The genetic architecture of sporadic and multiple consecutive miscarriage
Laisk T., Soares ALG., Ferreira T., Painter JN., Censin JC., Laber S., Bacelis J., Chen C-Y., Lepamets M., Lin K., Liu S., Millwood IY., Ramu A., Southcombe J., Andersen MS., Yang L., Becker CM., Børglum AD., Gordon SD., Bybjerg-Grauholm J., Helgeland Ø., Hougaard DM., Jin X., Johansson S., Juodakis J., Kartsonaki C., Kukushkina V., Lind PA., Metspalu A., Montgomery GW., Morris AP., Mors O., Mortensen PB., Njølstad PR., Nordentoft M., Nyholt DR., Lippincott M., Seminara S., Salumets A., Snieder H., Zondervan K., Werge T., Chen Z., Conrad DF., Jacobsson B., Li L., Martin NG., Neale BM., Nielsen R., Walters RG., Granne I., Medland SE., Mägi R., Lawlor DA., Lindgren CM.

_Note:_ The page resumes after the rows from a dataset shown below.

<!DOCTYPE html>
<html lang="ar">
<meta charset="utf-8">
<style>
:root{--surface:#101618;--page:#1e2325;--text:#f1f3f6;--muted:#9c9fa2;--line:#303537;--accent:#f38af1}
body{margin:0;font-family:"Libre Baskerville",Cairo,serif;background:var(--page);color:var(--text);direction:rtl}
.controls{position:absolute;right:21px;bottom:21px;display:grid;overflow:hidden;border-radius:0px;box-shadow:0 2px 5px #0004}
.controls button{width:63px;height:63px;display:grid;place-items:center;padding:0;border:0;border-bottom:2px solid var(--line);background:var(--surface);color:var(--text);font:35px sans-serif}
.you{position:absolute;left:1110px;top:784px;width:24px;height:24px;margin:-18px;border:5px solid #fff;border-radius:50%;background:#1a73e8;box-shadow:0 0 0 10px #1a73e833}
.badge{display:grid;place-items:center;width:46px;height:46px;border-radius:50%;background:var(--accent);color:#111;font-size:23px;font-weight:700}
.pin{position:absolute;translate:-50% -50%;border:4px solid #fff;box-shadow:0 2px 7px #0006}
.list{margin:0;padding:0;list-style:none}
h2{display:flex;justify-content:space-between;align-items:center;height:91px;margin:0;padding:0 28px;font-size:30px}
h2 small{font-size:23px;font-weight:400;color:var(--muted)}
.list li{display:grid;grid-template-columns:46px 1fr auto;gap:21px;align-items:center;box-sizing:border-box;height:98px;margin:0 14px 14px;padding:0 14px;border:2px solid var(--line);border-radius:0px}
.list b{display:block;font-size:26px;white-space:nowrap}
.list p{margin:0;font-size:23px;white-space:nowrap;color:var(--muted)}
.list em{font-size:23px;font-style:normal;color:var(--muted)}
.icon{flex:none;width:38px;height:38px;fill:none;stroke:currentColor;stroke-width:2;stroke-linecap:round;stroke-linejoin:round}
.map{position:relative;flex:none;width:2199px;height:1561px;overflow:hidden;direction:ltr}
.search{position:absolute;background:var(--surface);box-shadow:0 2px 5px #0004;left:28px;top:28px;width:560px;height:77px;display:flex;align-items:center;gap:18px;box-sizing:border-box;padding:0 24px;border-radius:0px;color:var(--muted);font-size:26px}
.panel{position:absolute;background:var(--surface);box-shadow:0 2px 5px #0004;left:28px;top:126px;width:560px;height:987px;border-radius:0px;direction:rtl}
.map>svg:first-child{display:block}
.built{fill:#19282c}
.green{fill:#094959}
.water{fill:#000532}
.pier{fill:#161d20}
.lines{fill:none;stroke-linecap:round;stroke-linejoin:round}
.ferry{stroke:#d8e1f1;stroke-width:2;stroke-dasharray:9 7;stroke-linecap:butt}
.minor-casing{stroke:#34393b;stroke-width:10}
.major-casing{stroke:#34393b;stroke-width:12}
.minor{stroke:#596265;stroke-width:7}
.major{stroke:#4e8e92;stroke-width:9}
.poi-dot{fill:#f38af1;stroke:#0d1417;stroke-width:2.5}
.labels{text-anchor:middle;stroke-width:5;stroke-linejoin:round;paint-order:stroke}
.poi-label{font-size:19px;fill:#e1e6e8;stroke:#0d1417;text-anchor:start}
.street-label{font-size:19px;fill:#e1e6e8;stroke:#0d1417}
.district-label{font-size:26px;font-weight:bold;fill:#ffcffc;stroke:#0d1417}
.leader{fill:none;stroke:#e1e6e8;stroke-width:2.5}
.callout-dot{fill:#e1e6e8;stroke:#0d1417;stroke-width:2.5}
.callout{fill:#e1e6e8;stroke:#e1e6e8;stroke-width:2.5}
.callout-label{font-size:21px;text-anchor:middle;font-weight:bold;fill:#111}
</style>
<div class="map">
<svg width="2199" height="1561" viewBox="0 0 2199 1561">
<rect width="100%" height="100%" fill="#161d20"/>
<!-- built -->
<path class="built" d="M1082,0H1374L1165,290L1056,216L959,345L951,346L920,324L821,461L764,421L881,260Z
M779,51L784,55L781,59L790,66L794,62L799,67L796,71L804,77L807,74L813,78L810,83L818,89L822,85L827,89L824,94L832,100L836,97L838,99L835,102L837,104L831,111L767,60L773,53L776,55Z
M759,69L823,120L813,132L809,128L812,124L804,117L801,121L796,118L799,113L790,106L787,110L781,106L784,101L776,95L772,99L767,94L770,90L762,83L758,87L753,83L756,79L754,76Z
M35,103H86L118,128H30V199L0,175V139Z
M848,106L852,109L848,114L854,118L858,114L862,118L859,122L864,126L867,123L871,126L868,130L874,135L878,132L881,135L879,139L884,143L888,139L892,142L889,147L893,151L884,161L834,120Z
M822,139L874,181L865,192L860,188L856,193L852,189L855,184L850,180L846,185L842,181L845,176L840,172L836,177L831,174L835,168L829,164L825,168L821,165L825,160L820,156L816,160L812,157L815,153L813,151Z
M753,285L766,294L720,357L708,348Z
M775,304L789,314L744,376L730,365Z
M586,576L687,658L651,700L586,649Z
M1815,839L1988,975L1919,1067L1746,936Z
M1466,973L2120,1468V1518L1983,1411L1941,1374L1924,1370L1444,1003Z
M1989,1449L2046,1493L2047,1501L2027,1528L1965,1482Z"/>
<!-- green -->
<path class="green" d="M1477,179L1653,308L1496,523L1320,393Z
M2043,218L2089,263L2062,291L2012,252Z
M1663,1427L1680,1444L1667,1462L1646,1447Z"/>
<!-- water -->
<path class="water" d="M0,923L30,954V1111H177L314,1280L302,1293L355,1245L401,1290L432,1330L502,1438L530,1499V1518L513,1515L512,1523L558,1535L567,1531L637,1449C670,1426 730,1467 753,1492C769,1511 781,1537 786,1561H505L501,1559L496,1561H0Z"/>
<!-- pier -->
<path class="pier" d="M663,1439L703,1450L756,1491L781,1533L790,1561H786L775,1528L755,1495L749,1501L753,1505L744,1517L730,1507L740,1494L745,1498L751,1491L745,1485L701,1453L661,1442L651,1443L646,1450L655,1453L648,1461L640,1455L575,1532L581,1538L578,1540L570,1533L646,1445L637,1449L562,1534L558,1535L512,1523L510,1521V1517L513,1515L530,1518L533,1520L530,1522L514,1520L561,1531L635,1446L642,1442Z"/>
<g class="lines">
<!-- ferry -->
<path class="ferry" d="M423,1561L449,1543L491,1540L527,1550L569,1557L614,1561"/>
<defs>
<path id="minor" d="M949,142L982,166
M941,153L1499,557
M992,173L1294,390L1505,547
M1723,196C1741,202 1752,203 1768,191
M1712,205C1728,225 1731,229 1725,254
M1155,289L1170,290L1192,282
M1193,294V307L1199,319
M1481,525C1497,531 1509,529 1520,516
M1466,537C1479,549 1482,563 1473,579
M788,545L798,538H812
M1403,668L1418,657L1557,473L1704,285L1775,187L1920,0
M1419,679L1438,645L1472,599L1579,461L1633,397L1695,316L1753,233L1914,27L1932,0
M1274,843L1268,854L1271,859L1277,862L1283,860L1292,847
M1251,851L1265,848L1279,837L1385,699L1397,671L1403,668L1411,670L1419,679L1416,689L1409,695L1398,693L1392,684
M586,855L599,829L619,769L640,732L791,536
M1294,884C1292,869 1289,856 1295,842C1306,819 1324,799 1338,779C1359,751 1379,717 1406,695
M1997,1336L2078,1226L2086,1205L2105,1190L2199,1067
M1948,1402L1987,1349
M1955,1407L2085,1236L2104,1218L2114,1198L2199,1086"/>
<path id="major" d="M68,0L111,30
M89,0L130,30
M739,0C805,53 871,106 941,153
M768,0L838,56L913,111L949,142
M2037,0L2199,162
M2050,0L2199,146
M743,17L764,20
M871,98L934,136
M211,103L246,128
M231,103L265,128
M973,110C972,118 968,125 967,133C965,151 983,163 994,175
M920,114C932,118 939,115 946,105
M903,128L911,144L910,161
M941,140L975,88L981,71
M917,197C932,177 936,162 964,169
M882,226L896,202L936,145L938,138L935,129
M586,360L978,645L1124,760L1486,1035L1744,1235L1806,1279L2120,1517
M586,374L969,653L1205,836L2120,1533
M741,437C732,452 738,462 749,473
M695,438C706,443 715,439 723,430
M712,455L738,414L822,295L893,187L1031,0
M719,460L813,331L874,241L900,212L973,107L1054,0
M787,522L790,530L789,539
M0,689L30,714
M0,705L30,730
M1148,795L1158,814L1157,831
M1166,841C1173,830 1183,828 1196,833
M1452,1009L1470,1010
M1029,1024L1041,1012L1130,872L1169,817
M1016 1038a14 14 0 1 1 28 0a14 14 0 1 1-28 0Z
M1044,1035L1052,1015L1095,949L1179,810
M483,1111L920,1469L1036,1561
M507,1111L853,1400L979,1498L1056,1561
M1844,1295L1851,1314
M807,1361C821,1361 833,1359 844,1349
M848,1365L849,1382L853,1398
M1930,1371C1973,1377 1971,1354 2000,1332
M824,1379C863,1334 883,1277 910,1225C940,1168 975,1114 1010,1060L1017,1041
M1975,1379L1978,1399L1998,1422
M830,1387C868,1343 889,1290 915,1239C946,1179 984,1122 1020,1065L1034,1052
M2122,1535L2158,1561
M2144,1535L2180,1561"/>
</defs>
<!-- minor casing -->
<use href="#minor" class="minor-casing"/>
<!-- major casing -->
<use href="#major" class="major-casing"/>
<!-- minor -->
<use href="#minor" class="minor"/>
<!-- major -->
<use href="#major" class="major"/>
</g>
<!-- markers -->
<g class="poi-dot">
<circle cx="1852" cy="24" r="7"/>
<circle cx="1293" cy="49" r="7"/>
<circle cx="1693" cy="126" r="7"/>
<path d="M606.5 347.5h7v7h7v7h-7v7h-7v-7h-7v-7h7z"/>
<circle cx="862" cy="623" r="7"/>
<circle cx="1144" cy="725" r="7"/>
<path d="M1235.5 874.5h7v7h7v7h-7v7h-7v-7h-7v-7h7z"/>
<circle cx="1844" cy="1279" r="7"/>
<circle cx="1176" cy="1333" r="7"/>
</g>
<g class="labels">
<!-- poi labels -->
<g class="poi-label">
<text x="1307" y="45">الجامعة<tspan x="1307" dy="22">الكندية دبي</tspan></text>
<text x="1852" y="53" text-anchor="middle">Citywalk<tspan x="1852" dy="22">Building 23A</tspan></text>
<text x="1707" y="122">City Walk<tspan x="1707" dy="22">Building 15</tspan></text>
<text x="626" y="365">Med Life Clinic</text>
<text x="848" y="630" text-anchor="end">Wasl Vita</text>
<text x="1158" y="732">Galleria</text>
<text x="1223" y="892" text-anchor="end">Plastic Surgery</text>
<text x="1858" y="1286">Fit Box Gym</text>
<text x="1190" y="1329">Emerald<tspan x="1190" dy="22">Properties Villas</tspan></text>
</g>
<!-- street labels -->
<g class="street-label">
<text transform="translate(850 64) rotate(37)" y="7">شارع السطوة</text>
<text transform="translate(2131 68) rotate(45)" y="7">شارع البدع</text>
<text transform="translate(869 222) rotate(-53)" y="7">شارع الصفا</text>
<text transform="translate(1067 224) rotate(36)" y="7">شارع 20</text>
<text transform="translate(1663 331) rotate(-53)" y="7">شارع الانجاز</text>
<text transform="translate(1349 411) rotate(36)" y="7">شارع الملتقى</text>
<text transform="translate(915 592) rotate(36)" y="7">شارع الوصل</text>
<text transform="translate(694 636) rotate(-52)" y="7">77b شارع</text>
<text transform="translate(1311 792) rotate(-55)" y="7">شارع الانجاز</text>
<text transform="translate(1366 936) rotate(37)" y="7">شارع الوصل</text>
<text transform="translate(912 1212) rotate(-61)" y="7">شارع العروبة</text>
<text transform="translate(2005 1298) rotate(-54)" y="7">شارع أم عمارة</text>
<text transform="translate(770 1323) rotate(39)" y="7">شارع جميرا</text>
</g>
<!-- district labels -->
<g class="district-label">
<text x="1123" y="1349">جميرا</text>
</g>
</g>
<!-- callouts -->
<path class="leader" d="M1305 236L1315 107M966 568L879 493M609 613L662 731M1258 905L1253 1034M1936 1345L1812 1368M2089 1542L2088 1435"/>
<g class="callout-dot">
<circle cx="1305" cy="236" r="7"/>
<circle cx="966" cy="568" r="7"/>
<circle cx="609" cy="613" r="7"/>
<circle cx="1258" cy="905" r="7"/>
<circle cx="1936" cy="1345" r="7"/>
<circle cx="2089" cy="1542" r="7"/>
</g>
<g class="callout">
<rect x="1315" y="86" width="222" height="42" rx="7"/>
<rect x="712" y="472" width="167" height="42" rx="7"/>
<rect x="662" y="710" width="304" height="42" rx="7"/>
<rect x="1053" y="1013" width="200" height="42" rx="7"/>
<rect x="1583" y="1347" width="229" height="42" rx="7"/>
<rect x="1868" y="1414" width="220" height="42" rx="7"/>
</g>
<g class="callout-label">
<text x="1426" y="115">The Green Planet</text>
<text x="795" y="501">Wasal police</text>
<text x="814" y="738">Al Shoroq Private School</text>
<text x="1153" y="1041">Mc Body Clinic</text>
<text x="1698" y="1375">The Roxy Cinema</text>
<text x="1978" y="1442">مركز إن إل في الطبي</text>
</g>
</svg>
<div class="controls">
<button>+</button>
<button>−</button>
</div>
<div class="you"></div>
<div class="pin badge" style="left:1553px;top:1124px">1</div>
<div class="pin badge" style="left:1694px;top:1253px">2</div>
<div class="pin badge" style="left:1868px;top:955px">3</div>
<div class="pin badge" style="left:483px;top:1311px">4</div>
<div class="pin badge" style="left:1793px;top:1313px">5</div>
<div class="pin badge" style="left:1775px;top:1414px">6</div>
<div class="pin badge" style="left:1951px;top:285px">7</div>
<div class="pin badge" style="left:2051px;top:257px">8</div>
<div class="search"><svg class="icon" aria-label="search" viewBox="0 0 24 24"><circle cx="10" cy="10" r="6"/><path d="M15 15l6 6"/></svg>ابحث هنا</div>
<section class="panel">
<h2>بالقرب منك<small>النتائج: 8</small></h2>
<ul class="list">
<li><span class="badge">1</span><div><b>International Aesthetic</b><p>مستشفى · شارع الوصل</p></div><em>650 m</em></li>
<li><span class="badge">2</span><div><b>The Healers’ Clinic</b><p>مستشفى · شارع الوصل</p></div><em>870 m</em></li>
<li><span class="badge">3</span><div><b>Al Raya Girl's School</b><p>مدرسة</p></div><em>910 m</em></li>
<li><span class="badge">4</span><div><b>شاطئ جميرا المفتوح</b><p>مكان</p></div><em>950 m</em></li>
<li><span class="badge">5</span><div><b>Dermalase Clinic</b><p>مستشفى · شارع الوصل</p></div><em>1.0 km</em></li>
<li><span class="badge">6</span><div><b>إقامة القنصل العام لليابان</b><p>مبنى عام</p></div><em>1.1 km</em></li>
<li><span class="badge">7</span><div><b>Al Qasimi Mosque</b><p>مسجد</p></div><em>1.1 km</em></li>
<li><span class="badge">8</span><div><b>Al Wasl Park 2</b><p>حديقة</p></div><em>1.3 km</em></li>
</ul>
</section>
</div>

AbstractMiscarriage is a common, complex trait affecting ~15% of clinically confirmed pregnancies. Here we present the results of large-scale genetic association analyses with 69,054 cases from five different ancestries for sporadic miscarriage, 750 cases of European ancestry for multiple (≥3) consecutive miscarriage, and up to 359,469 female controls. We identify one genome-wide significant association (rs146350366, minor allele frequency (MAF) 1.2%, P = 3.2 × 10−8, odds ratio (OR) = 1.4) for sporadic miscarriage in our European ancestry meta-analysis and three genome-wide significant associations for multiple consecutive miscarriage (rs7859844, MAF = 6.4%, P = 1.3 × 10−8, OR = 1.7; rs143445068, MAF = 0.8%, P = 5.2 × 10−9, OR = 3.4; rs183453668, MAF = 0.5%, P = 2.8 × 10−8, OR = 3.8). We further investigate the genetic architecture of miscarriage with biobank-scale Mendelian randomization, heritability, and genetic correlation analyses. Our results show that miscarriage etiopathogenesis is partly driven by genetic variation potentially related to placental biology, and illustrate the utility of large-scale biobank data for understanding this pregnancy complication.